--- TASK PROMPT ---
Which lines in the records below include the word "שדרות"? Report each of them in full.

[Stored data entries]
━━━━━━━━━━

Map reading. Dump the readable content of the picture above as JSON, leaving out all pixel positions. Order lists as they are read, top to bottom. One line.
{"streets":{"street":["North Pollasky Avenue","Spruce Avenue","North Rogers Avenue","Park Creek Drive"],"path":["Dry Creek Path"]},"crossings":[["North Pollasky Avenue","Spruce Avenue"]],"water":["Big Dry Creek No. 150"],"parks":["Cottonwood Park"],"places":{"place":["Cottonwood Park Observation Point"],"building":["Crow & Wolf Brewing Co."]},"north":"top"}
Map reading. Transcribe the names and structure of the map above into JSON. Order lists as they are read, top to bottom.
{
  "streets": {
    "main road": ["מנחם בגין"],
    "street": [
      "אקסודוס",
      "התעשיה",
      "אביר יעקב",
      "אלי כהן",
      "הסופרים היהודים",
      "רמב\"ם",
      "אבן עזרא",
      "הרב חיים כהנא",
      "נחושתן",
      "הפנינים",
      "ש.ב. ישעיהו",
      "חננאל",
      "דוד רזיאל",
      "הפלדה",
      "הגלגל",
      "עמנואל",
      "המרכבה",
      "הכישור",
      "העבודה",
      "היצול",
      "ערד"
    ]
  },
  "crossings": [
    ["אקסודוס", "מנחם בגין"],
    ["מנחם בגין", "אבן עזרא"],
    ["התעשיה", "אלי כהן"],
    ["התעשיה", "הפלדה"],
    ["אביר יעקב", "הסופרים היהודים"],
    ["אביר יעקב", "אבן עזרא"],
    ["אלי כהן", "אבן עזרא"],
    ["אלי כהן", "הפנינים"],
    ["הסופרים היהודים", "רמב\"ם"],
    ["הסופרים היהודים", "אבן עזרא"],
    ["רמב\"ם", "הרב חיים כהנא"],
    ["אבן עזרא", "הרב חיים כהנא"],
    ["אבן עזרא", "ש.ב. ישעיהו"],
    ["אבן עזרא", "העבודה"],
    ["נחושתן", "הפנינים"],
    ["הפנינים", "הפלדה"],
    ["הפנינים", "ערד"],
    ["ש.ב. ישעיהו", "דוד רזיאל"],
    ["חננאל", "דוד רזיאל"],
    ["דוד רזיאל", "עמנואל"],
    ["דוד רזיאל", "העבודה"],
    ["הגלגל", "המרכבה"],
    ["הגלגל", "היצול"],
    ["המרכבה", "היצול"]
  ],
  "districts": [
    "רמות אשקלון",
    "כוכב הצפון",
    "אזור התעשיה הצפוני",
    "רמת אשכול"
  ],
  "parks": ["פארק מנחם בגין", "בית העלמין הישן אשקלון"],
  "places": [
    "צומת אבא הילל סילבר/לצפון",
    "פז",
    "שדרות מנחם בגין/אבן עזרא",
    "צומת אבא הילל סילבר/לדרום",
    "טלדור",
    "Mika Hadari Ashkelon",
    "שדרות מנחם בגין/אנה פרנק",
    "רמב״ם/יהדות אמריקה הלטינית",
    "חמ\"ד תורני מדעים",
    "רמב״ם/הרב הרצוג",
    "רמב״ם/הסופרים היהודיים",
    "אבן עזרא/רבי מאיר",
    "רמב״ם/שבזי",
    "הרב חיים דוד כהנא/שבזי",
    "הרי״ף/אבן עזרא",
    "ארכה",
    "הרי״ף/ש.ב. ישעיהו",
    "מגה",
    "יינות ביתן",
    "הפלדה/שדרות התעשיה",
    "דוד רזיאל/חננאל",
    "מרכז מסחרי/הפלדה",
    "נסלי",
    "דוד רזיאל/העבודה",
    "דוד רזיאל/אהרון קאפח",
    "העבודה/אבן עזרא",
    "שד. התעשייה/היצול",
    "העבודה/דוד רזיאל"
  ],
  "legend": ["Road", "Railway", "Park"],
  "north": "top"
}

━━━━━━━━━━

--- EXERCISE ANSWER ---
    "שדרות מנחם בגין/אבן עזרא",
    "שדרות מנחם בגין/אנה פרנק",
    "הפלדה/שדרות התעשיה",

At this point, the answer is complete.